◆ Problem statement ◆
The expected output is each line in the data below that includes the string "переулок".

◆ Stored data entries ◆
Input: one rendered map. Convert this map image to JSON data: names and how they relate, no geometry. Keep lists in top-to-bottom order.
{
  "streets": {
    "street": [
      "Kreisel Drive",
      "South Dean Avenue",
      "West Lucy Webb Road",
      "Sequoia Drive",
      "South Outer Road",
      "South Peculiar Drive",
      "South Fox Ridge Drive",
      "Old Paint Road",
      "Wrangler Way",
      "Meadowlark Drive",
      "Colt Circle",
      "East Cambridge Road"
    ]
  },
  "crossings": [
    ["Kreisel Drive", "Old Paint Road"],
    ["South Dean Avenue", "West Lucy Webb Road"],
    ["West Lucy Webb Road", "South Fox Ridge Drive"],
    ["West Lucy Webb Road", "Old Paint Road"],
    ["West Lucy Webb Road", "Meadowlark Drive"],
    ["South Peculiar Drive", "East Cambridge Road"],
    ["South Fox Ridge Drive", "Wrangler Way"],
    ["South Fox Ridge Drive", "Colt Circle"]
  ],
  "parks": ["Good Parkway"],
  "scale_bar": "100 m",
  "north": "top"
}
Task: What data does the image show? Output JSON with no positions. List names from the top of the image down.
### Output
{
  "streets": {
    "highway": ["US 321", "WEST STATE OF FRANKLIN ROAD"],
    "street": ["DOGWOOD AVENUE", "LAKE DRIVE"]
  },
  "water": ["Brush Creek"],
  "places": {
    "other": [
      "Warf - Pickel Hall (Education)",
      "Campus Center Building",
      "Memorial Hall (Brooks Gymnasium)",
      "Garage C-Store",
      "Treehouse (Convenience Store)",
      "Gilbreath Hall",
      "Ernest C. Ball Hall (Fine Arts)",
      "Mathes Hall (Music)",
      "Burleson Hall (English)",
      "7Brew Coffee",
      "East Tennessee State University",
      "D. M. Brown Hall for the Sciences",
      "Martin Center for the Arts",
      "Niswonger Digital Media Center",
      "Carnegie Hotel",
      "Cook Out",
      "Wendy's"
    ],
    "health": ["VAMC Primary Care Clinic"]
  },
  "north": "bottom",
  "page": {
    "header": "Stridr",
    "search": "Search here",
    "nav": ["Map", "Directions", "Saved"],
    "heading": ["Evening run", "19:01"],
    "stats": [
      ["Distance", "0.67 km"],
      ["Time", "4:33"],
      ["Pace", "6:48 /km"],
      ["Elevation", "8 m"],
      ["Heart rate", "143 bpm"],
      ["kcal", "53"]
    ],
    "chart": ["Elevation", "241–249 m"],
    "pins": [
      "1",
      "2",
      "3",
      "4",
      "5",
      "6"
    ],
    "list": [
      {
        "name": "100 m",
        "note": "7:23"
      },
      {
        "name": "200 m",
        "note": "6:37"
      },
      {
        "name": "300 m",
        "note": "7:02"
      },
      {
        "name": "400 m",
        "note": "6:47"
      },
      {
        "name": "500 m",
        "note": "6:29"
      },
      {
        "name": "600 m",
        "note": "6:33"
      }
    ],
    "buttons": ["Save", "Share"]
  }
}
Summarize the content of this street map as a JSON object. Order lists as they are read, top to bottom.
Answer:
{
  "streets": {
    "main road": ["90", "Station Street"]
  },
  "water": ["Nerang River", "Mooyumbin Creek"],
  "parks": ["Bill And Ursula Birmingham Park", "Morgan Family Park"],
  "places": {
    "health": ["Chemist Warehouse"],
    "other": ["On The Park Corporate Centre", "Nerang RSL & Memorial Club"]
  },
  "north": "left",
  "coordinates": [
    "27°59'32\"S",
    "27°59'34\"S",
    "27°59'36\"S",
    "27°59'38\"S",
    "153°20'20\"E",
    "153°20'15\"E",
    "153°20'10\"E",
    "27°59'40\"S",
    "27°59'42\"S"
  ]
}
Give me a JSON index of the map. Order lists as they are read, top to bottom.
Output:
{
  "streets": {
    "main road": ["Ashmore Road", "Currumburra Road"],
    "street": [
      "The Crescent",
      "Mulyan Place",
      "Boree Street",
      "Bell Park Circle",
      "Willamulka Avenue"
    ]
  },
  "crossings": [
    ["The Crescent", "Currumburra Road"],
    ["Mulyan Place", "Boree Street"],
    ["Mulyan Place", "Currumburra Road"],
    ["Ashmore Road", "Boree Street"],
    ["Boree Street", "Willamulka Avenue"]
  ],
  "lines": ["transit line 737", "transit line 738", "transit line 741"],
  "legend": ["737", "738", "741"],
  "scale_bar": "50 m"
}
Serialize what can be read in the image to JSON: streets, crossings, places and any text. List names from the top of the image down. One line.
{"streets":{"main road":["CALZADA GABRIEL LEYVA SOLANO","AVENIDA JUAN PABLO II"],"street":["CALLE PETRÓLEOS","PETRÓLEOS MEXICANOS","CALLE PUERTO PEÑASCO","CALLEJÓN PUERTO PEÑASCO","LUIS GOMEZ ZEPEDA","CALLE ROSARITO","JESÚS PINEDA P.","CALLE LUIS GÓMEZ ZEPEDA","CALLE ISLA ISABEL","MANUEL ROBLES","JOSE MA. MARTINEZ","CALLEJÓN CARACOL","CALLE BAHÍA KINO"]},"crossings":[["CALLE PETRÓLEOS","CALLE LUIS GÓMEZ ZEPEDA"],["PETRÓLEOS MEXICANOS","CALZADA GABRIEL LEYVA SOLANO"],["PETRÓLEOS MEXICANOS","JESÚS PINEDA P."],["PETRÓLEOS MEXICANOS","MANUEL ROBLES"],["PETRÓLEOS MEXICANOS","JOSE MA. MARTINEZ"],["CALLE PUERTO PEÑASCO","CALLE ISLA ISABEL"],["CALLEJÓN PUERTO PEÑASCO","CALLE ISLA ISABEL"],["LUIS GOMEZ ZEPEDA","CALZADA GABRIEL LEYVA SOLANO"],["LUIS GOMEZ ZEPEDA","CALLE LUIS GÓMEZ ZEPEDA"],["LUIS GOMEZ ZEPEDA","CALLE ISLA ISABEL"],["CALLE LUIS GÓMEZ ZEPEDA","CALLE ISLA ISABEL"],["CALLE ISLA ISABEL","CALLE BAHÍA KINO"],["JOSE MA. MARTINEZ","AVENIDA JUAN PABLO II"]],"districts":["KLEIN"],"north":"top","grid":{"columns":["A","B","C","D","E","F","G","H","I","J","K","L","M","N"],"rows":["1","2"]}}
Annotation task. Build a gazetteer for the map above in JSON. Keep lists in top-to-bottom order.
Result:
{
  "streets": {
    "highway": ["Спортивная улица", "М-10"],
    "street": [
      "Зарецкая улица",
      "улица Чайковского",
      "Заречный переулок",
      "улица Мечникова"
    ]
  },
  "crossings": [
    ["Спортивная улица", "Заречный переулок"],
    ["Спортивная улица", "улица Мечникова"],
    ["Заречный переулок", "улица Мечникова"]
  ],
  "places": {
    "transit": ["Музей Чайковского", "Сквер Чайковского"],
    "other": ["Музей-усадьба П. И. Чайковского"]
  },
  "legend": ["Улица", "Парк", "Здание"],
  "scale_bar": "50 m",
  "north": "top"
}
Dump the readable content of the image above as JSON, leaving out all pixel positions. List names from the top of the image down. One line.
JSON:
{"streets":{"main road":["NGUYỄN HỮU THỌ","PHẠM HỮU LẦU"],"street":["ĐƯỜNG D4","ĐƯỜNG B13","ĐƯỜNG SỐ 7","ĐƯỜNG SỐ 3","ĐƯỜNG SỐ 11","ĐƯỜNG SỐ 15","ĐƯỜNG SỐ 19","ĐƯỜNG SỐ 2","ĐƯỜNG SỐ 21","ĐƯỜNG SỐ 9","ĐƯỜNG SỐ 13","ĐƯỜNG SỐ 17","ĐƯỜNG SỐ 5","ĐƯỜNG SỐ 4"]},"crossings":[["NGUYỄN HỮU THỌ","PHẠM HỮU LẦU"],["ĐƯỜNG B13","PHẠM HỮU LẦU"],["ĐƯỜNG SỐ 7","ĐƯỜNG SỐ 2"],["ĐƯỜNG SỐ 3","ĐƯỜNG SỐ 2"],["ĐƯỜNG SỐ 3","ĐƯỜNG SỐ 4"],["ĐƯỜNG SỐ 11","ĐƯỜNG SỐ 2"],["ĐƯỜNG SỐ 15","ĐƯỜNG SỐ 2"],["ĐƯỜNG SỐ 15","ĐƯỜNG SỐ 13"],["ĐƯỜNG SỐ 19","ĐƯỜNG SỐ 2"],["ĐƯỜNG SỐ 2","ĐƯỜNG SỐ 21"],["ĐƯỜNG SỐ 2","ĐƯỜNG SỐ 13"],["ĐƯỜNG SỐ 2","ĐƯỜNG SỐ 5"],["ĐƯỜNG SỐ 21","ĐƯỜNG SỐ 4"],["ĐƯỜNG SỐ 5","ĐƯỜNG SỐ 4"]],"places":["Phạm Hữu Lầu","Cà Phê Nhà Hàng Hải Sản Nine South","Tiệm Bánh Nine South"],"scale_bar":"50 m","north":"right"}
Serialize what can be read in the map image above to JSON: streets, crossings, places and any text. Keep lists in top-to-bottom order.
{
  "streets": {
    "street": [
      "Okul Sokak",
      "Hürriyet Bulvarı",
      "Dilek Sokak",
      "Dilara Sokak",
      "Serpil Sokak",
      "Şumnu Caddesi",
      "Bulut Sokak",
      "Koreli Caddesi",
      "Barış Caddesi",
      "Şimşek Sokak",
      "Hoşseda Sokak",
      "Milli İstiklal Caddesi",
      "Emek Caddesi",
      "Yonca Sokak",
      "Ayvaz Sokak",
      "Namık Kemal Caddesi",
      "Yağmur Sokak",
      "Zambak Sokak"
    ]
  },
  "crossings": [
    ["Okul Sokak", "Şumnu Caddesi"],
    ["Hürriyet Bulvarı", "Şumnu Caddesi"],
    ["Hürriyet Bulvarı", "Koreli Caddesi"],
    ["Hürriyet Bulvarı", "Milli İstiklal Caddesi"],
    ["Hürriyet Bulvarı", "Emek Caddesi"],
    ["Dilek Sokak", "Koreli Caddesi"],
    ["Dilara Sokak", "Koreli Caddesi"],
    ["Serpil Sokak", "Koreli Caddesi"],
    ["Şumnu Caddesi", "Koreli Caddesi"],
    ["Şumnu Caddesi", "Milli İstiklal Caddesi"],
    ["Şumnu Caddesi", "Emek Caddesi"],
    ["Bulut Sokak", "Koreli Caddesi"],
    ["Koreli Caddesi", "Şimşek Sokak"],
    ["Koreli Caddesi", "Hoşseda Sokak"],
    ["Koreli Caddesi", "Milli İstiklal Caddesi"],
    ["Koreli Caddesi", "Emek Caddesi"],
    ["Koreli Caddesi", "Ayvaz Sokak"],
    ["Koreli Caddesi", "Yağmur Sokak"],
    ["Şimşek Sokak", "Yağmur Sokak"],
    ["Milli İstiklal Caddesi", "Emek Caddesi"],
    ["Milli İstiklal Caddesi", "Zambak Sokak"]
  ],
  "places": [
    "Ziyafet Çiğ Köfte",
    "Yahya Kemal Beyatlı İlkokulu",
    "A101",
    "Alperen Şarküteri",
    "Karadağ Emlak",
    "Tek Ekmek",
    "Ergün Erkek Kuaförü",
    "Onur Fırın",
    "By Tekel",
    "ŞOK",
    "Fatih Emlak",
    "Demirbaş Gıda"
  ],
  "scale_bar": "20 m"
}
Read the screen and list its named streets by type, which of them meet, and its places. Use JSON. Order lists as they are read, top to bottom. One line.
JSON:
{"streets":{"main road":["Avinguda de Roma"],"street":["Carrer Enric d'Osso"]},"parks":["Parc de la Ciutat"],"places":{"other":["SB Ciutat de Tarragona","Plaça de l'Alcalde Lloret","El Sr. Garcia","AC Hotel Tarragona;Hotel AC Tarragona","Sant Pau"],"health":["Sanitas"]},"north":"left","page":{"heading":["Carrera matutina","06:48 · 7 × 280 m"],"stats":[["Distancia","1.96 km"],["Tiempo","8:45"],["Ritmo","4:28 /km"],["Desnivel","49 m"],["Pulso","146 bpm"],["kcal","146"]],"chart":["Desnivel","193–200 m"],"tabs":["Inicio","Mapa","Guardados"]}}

◆ Result ◆
      "Заречный переулок",
    ["Спортивная улица", "Заречный переулок"],
    ["Заречный переулок", "улица Мечникова"]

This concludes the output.